Press Release   •   Oct 04, 2018 11:18 BST

Professor Tanja Bueltmann of Northumbria University with Christos Katsioulis, Director of Friedrich-Ebert-Stiftung’s London office. (Photo credit: Andre Weisser/FES London)

More than 3.7m EU citizens living in the UK could find themselves in a state of “eternal limbo” following Brexit, according to the findings of a new report by a Northumbria University academic.

Under current plans for so-called “settled status”, all EU citizens living in the UK, regardless of how long they have lived here or whether they are married to a Briton, will have to apply if they want to stay in the country, if the UK leaves the European Union.

However, even if an application is successful, many questions remain unresolved as “settled status” legislation will largely be implemented through secondary legislation, which can be changed easily and without involving Parliament.

This could potentially lead to a ‘Windrush’ scenario in years to come, with the situation for UK citizens living in Europe also remaining uncertain, according to Professor Tanja Bueltmann, of Northumbria University.

Her paper, Endangered Rights – The Impact of Brexit on EU Citizens, has recently been published by the German political foundation and think tank, the Friedrich Ebert Foundation.

In it, Professor Bueltmann, an expert in migration and diaspora history, sets out her recommendations, including ring-fencing the rights of EU citizens living in the UK and their UK counterparts living in Europe, to protect their rights no matter the outcome of Brexit negotiations.

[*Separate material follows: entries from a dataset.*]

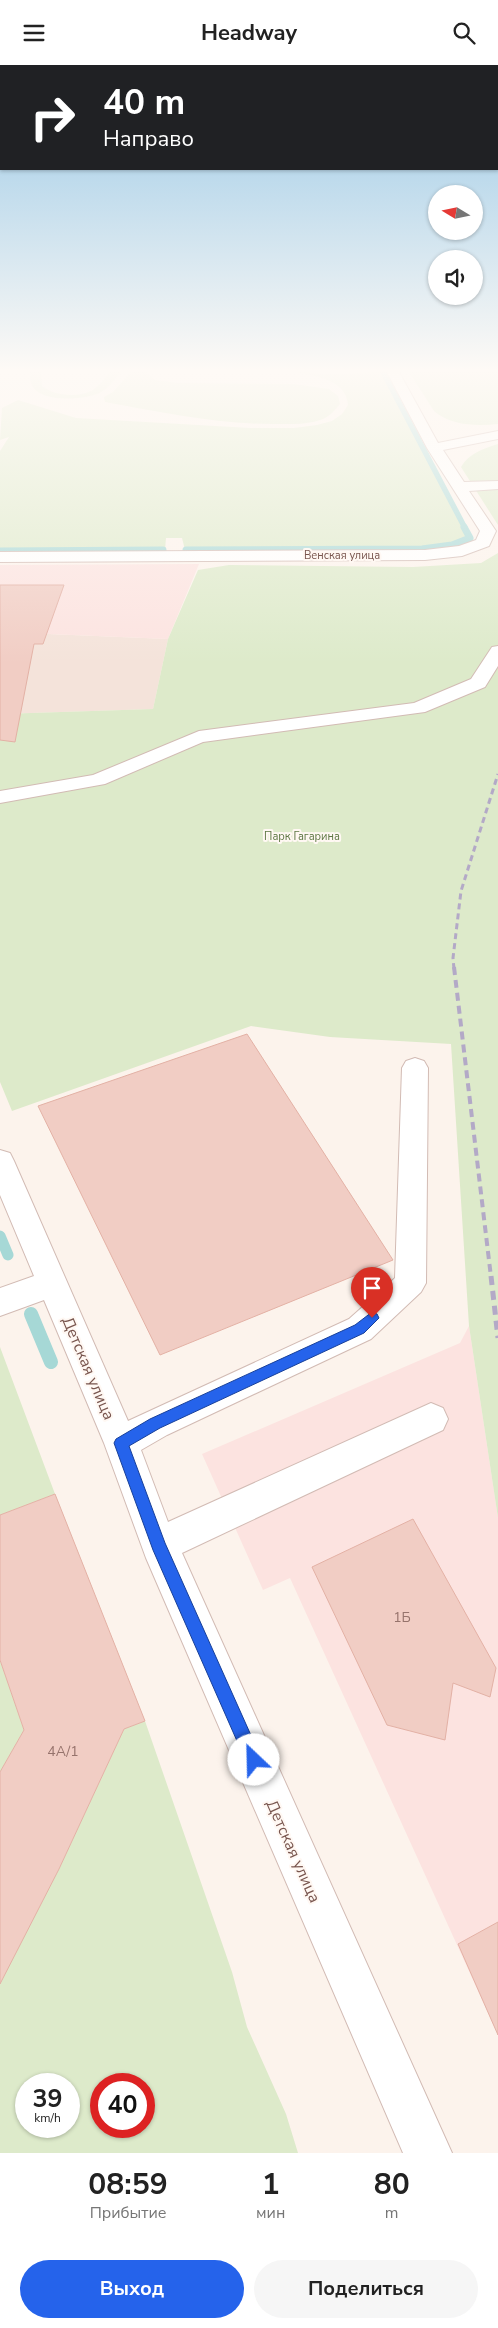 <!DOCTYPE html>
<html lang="ru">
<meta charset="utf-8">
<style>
:root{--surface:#fff;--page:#f6f6f6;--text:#222;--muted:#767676;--accent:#2563eb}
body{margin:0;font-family:"Nunito Sans",sans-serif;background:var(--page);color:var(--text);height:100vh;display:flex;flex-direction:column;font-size:19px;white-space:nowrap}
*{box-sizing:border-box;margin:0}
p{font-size:16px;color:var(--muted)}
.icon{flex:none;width:28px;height:28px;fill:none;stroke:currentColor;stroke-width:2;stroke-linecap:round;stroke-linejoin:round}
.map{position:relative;height:2088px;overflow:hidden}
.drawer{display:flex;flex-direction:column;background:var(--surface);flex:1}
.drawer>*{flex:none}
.hud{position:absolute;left:0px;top:0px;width:499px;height:105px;box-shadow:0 1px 4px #0004;background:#202124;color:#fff;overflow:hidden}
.needle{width:32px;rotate:280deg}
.tools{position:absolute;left:428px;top:120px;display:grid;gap:10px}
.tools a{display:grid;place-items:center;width:55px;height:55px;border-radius:50%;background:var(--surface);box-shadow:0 1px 4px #0004;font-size:25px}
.speed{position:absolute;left:15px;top:2008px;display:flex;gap:10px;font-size:25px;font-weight:700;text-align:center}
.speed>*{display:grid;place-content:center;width:65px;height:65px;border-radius:50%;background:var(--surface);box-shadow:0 1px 4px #0004;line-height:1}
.speed small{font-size:12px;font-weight:400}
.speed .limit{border:8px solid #d22;background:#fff;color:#111}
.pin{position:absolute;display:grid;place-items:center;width:42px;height:42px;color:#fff;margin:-51px -21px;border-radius:50% 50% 50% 0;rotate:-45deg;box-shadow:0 0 5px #0007}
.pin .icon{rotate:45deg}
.me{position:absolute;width:55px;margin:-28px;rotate:336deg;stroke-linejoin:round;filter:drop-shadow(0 0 4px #0008)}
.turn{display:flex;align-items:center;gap:18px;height:105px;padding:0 20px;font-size:22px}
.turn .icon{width:65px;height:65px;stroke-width:2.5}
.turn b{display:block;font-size:35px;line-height:42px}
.eta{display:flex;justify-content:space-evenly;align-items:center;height:85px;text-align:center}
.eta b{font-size:30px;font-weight:700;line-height:35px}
.primary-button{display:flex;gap:10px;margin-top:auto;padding:10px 20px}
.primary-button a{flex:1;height:58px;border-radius:30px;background:var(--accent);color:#fff;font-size:20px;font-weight:700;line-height:58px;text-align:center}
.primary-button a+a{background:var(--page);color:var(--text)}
header{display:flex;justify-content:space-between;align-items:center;height:65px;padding:0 20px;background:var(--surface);font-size:22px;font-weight:700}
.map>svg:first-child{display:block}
.residential{fill:#f4e3da}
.commercial{fill:#fce3e0}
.green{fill:#ddeaca;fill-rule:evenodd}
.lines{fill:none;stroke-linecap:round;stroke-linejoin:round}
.stream-far3{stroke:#a6d8d6;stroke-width:5.5}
.stream-far2{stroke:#a6d8d6;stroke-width:7}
.stream-far1{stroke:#a6d8d6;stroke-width:11}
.stream{stroke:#a6d8d6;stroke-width:14}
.building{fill:#f1cdc4;stroke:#e3b1a5}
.minor-casing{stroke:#d2bbb4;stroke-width:2}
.minor{fill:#fff;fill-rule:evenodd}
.rail-far2{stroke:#b3a9c7;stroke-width:3;stroke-dasharray:6 4;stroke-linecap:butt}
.rail-far1{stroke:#b3a9c7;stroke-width:4;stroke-dasharray:8 5;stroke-linecap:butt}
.rail{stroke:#b3a9c7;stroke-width:5;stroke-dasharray:9 6;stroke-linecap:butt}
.route{fill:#2563eb;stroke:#184099}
.labels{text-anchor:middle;stroke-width:4;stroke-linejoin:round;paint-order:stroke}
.far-street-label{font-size:11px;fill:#78554e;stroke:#fff8f3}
.far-park-label{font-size:11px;fill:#5d7743;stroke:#fff8f3}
.near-number-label{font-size:14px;fill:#96736c}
.near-street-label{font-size:16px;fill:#78554e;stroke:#fff8f3}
</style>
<header><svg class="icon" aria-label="menu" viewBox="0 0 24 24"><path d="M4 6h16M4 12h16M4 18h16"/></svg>Headway<svg class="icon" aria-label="search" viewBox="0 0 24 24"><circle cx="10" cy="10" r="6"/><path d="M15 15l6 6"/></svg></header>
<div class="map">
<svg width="498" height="2088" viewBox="0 0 498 2088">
<rect width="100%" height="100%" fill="#fcf3ec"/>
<!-- residential -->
<path class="residential" d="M 0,567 L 168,574 L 153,644 L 0,649 Z"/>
<!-- commercial -->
<path class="commercial" d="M 199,499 L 168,574 L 0,567 L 0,500 Z
M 469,1261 L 498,1453 L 498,1970 L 290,1513 L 263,1525 L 202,1389 L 460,1278 Z"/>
<!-- green -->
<path class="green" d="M 30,307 L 41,307 L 42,321 C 54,331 79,333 93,325 C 100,320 105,313 110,307 L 121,307 C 115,314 109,323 101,327 C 87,335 43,338 33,322 C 30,318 30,312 30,307 Z
M 131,307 L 146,307 L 155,315 L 178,318 L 293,319 L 329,324 L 338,331 L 340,339 C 335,345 330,351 323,354 C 308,360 289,359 273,359 C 216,359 161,347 105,337 L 104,332 L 113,327 Z
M 296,307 L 330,309 L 384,307 L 411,362 L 466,462 L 465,473 C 442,482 419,483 394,484 L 185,485 L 182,473 L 166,473 L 165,485 L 0,486 L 0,386 L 9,372 L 0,375 L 2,343 L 18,335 L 76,353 L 250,363 L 294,363 L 317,360 L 332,356 L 342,349 L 348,340 C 346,314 317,312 296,307 Z
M 409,307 L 498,307 L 498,359 C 477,361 451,361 434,346 Z
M 498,379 L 498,460 L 461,402 C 469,388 483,384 498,379 Z
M 498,488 L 498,1453 L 469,1261 L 451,979 L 330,972 L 251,961 L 12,1046 L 0,1017 L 0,649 L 153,644 L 168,574 L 198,505 L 229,500 L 413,502 L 481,498 Z
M 0,1282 L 55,1429 L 0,1450 Z
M 0,1595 L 24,1665 L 0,1707 Z
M 145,1656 L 232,1907 L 247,1962 L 286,2049 L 298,2088 L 0,2088 L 0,1916 L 59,1804 L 124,1664 ZM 26,2019 L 69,2019 L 69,2061 L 26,2061 ZM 101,2019 L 144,2019 L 144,2061 L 101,2061 Z"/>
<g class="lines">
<!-- stream-far3 -->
<path class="stream-far3" d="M 383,307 L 465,463"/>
<!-- stream-far2 -->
<path class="stream-far2" d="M 186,485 L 422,484 L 452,480 L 470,473 L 464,462
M 0,486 L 163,485"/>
<!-- stream-far1 -->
<path class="stream-far1" d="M 0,1171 L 8,1190"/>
<!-- stream -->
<path class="stream" d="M 31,1249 L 51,1297"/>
</g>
<!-- building -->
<path class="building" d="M 0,520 L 64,520 L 43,579 L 34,579 L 15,677 L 0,675 Z
M 247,969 L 393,1195 L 160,1290 L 38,1041 Z
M 55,1429 L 145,1656 L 124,1664 L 59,1804 L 0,1919 L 0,1707 L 24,1665 L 0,1595 L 0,1450 Z
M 413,1454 L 496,1603 L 490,1632 L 453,1618 L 445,1675 L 387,1660 L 312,1502 Z
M 498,1857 L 498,1970 L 458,1879 Z"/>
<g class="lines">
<!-- minor casing -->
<g class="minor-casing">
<path id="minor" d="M 387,307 L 399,307 L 438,378 L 498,366 L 498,374 L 443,385 L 464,417 L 498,416 L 498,424 L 469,426 L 496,466 L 489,481 L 462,491 L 425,495 L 0,497 L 0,487 L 425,485 L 459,481 L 476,475 L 480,466 L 427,383 Z
M 498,581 L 498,601 L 485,622 L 425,647 L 203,677 L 105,719 L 0,738 L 0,726 L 93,710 L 199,666 L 414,638 L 471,614 L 492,582 Z
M 415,993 L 424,996 L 428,1003 L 426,1218 L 421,1227 L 371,1274 L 167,1370 L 141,1385 L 168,1457 L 431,1338 L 443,1343 L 448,1354 L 443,1365 L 182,1488 L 452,2088 L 403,2088 L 146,1493 L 104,1378 L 44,1235 L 0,1251 L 0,1223 L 34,1211 L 0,1130 L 0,1085 L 10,1088 L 14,1096 L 128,1356 L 349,1254 L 395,1213 L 402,1003 L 406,996 Z"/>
</g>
<!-- minor -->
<use href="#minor" class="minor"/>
<!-- rail-far2 -->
<path class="rail-far2" d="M 454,904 L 453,893 L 461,826 L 498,709"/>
<!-- rail-far1 -->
<path class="rail-far1" d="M 454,902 L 491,1212"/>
<!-- rail -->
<path class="rail" d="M 491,1211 L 498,1273"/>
</g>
<!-- sky -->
<linearGradient id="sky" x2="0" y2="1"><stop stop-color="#98c8e6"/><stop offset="0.51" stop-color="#fefaf6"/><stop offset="1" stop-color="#fefaf6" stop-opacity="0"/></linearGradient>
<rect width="498" height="599" fill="url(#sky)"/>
<!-- route -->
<path class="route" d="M 372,1247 L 377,1249 L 379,1253 L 364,1268 L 160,1363 L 129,1381 L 165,1478 L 262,1695 L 260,1701 L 254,1703 L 248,1701 L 153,1485 L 114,1378 L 116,1374 L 150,1354 L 355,1260 Z"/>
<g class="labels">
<!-- far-street labels -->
<g class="far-street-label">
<text x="342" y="494">Венская улица</text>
</g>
<!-- far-park labels -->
<g class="far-park-label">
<text x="302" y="775">Парк Гагарина</text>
</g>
<!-- near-number labels -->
<g class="near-number-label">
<text x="402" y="1557">1Б</text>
<text x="63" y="1691">4А/1</text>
</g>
<!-- near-street labels -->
<g class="near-street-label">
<text transform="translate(89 1303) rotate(67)" y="6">Детская улица</text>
<text transform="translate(294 1786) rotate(66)" y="6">Детская улица</text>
</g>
</g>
</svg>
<div class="tools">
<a><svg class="needle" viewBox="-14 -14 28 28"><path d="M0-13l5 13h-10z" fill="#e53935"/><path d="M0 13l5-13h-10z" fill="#767676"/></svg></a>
<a><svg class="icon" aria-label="sound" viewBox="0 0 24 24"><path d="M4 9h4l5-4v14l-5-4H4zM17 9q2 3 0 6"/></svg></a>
</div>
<div class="speed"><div>39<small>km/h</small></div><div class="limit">40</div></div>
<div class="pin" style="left:372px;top:1253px;background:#d93025"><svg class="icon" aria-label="arrive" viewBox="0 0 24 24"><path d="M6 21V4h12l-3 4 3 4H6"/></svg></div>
<svg class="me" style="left:254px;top:1695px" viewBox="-20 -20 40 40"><circle r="19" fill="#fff"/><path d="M0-13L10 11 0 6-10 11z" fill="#2563eb"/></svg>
<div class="hud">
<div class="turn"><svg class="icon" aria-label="right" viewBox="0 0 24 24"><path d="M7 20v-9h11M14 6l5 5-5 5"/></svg><div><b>40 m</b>Направо</div></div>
</div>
</div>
<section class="drawer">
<div class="eta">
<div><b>08:59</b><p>Прибытие</p></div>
<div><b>1</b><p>мин</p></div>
<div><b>80</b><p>m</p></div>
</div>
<div class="primary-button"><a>Выход</a><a>Поделиться</a></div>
</section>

Speaking about her research, she said: “EU citizens in the UK are being treated in a way that could not be further removed from the promises and assurances they were given before the EU referendum.

“Instead of facing no change, they are being forced to apply to stay in their own homes, in some cases the country they have lived in for decades. The best-case outcome is that they will be able to stay, but with lesser rights, a special ID on a register for EU citizens only, and with ongoing checks. The worst-case scenario – rejection of the “settled status” application – could mean illegality and deportation.

“There is even less clarity about the situation for Britons living in EU countries, partly because the solutions for them involves 27 member states. In total this will affect more than five million people and their families – these are people who have embraced the EU and its ideals and are now, in essence, being unfairly punished for that.”

In her conclusion, Professor Bueltmann urges EU leaders, governments and politicians to be guided by humanity and fairness in their decision-making around Brexit. She recommends the adoption of a ‘Citizens’ Rights Protocol’ designed by the UK not-for-profit organisation the3million.

The paper will now be distributed across the UK and other EU member states to raise awareness of the situation faced by EU citizens in the UK and Britons in EU countries, in the hope that people will finally be put before politics.